→ How to complete this task
Write out exactly what each line says, starting with the first line below and ending on the one with "Extract the structured data from this".

Stored data:
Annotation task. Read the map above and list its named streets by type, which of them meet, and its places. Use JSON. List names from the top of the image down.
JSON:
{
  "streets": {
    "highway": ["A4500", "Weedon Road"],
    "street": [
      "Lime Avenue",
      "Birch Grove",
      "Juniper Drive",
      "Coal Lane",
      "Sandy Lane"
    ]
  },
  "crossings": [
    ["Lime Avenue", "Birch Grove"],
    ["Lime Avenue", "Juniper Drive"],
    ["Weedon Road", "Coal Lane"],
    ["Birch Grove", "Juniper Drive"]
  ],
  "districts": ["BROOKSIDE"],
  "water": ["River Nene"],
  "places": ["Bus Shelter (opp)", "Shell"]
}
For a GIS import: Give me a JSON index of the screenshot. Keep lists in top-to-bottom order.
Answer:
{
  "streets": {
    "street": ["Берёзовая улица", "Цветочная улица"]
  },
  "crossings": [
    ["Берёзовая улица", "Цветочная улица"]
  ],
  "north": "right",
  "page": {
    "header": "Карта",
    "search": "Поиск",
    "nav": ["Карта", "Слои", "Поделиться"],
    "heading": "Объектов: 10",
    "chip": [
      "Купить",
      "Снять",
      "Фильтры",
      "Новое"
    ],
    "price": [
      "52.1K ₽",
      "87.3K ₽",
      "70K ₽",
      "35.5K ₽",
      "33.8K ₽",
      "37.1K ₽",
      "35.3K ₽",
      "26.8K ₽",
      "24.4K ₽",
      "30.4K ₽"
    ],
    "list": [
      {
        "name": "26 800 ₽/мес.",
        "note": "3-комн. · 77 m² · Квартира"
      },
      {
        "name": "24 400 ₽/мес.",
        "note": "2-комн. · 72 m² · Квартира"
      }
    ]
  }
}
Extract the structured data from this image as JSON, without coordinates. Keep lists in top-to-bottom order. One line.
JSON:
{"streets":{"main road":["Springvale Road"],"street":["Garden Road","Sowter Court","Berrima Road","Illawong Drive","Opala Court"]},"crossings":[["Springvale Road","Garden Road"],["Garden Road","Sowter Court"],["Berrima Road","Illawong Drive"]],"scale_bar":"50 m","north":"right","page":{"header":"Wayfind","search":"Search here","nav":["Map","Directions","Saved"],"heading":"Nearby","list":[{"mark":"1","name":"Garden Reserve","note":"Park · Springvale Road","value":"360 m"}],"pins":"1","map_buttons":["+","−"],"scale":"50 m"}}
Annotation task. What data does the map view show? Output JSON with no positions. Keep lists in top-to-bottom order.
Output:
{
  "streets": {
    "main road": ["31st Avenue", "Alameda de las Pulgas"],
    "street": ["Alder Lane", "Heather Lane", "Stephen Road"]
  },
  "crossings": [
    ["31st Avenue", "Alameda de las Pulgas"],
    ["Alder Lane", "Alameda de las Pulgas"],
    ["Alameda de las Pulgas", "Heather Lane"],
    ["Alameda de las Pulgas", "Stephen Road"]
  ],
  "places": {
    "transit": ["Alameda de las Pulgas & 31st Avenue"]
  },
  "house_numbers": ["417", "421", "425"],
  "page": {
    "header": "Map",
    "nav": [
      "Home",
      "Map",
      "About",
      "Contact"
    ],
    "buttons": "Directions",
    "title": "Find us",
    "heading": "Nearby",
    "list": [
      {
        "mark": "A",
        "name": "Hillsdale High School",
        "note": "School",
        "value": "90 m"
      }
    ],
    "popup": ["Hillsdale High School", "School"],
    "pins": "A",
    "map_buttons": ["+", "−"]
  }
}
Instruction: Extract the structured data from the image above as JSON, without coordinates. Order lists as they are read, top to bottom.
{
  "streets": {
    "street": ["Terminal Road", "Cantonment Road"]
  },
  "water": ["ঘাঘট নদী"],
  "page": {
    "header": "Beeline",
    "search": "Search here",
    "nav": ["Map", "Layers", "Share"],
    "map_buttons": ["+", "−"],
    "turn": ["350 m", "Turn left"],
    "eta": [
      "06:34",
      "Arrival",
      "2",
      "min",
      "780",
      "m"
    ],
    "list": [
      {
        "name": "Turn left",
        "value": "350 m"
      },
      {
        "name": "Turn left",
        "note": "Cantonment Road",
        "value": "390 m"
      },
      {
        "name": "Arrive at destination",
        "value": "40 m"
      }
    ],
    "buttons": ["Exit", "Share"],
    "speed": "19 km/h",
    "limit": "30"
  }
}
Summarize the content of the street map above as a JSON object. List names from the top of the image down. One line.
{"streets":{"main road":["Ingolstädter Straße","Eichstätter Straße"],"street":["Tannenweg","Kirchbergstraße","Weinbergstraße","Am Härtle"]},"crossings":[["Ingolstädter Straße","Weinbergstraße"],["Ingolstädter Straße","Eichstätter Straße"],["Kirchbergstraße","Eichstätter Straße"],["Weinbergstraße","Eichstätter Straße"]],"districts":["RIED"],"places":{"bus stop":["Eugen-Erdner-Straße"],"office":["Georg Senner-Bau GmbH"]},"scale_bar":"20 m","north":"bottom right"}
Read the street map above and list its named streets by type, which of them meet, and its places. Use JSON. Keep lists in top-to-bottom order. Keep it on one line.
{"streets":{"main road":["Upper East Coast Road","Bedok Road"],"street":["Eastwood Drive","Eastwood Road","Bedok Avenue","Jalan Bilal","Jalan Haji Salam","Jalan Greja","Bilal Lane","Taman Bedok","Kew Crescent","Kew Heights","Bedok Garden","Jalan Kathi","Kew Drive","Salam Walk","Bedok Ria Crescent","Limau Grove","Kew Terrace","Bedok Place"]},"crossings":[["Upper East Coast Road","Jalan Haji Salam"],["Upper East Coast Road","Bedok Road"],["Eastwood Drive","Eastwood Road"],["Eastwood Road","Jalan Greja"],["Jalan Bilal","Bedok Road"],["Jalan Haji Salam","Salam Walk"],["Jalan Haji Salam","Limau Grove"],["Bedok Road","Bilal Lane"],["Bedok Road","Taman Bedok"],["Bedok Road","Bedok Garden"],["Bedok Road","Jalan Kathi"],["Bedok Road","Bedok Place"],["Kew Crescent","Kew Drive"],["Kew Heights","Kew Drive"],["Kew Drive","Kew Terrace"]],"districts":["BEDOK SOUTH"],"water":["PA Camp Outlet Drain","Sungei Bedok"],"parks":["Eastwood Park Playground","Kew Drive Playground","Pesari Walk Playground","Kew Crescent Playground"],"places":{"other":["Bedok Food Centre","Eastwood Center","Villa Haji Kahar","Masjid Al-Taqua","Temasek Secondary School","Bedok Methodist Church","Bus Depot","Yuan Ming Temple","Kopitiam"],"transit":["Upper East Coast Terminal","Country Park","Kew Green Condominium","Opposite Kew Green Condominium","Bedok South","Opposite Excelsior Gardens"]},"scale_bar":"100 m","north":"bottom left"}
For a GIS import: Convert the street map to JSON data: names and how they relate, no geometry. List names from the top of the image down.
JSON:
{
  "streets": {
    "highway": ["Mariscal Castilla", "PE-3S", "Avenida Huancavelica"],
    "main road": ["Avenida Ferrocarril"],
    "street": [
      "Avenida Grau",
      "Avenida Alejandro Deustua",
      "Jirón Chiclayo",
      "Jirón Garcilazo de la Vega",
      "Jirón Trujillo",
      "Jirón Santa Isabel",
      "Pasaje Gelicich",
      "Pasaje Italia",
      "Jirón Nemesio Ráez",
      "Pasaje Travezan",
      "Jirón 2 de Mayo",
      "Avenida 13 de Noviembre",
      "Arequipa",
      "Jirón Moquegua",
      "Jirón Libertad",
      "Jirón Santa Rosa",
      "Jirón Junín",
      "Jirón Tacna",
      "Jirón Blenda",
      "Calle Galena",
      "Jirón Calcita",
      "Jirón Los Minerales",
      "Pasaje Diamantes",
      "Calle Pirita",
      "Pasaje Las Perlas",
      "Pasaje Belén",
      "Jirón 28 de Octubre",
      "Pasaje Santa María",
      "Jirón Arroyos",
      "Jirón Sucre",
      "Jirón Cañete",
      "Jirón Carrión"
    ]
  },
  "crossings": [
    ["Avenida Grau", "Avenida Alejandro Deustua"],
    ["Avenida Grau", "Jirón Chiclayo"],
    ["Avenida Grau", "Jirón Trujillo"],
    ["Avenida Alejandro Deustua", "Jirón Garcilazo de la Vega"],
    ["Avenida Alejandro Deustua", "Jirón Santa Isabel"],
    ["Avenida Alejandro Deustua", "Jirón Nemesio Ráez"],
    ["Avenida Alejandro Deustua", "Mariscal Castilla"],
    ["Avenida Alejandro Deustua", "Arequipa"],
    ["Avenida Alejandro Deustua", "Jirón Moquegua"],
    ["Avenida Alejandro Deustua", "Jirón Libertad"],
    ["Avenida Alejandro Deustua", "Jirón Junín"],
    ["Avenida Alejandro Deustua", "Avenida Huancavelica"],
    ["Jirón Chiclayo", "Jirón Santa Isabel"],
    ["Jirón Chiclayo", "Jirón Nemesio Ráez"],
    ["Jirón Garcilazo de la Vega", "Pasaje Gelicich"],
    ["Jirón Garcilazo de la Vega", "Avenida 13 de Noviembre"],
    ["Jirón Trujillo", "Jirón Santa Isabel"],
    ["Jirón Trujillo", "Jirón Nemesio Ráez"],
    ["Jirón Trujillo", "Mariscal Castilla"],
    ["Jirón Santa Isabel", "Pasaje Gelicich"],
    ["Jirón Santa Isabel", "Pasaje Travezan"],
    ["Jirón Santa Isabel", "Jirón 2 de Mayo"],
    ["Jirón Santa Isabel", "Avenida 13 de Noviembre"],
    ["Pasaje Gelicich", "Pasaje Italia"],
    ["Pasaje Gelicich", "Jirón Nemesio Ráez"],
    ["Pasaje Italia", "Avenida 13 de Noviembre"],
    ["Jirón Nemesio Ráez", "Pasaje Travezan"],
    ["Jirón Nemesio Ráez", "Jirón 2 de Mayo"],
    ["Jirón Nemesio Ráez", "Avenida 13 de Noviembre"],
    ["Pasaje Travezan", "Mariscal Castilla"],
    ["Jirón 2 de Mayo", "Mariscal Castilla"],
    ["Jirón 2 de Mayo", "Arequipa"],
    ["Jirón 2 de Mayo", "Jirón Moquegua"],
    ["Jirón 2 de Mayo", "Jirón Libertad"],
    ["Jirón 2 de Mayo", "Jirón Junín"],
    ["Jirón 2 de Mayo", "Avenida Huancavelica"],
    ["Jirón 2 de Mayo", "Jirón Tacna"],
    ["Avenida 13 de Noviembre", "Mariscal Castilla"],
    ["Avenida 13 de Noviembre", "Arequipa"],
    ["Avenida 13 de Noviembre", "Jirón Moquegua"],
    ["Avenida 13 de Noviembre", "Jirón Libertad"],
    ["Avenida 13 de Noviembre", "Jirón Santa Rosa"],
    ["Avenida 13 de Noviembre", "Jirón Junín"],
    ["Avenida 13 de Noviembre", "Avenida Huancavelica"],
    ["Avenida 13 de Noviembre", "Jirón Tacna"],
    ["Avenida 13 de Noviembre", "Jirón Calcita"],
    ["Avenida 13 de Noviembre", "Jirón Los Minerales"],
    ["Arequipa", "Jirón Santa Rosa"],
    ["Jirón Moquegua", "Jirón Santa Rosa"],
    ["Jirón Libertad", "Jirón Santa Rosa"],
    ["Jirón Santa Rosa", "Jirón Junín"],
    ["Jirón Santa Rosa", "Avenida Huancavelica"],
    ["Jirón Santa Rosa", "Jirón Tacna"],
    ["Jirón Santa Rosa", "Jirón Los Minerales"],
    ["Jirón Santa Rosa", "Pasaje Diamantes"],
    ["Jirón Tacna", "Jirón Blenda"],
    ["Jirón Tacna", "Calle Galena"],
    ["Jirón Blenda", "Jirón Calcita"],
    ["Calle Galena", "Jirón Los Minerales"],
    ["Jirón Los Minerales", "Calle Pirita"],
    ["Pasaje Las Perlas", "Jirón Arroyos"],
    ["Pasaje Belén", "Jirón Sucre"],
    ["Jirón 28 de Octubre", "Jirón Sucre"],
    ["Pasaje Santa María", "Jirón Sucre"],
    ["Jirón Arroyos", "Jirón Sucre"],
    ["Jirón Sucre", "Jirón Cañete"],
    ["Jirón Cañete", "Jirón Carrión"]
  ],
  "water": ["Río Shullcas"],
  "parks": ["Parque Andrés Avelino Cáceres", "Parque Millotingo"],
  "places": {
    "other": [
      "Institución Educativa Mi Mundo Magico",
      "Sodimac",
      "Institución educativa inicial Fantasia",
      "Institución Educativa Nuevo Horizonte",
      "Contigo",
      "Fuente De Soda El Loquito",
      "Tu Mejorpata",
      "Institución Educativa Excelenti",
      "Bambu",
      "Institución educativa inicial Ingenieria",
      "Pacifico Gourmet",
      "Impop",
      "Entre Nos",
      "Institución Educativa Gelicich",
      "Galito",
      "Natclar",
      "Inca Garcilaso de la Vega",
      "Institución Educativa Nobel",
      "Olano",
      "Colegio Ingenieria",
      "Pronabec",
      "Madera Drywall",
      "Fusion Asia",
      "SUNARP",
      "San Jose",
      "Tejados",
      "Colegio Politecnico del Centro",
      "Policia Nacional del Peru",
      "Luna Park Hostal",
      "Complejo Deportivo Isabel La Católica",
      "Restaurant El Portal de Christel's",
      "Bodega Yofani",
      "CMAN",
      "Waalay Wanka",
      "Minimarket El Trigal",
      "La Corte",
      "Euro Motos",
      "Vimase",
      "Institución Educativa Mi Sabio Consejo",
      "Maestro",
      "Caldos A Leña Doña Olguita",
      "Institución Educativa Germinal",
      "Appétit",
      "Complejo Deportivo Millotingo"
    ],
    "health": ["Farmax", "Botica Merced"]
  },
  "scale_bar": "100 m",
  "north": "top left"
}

→ Answer space
Annotation task. Read the map above and list its named streets by type, which of them meet, and its places. Use JSON. List names from the top of the image down.
JSON:
{
  "streets": {
    "highway": ["A4500", "Weedon Road"],
    "street": [
      "Lime Avenue",
      "Birch Grove",
      "Juniper Drive",
      "Coal Lane",
      "Sandy Lane"
    ]
  },
  "crossings": [
    ["Lime Avenue", "Birch Grove"],
    ["Lime Avenue", "Juniper Drive"],
    ["Weedon Road", "Coal Lane"],
    ["Birch Grove", "Juniper Drive"]
  ],
  "districts": ["BROOKSIDE"],
  "water": ["River Nene"],
  "places": ["Bus Shelter (opp)", "Shell"]
}
For a GIS import: Give me a JSON index of the screenshot. Keep lists in top-to-bottom order.
Answer:
{
  "streets": {
    "street": ["Берёзовая улица", "Цветочная улица"]
  },
  "crossings": [
    ["Берёзовая улица", "Цветочная улица"]
  ],
  "north": "right",
  "page": {
    "header": "Карта",
    "search": "Поиск",
    "nav": ["Карта", "Слои", "Поделиться"],
    "heading": "Объектов: 10",
    "chip": [
      "Купить",
      "Снять",
      "Фильтры",
      "Новое"
    ],
    "price": [
      "52.1K ₽",
      "87.3K ₽",
      "70K ₽",
      "35.5K ₽",
      "33.8K ₽",
      "37.1K ₽",
      "35.3K ₽",
      "26.8K ₽",
      "24.4K ₽",
      "30.4K ₽"
    ],
    "list": [
      {
        "name": "26 800 ₽/мес.",
        "note": "3-комн. · 77 m² · Квартира"
      },
      {
        "name": "24 400 ₽/мес.",
        "note": "2-комн. · 72 m² · Квартира"
      }
    ]
  }
}
Extract the structured data from this image as JSON, without coordinates. Keep lists in top-to-bottom order. One line.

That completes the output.